Saved entries

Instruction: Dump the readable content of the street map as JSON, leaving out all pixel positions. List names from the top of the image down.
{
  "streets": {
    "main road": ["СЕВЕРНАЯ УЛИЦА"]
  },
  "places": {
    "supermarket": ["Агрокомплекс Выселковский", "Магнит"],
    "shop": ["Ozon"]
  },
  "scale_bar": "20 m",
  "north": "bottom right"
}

EXERCISE
Give back every line above, unchanged.

THE COMPLETED TASK
Instruction: Dump the readable content of the street map as JSON, leaving out all pixel positions. List names from the top of the image down.
{
  "streets": {
    "main road": ["СЕВЕРНАЯ УЛИЦА"]
  },
  "places": {
    "supermarket": ["Агрокомплекс Выселковский", "Магнит"],
    "shop": ["Ozon"]
  },
  "scale_bar": "20 m",
  "north": "bottom right"
}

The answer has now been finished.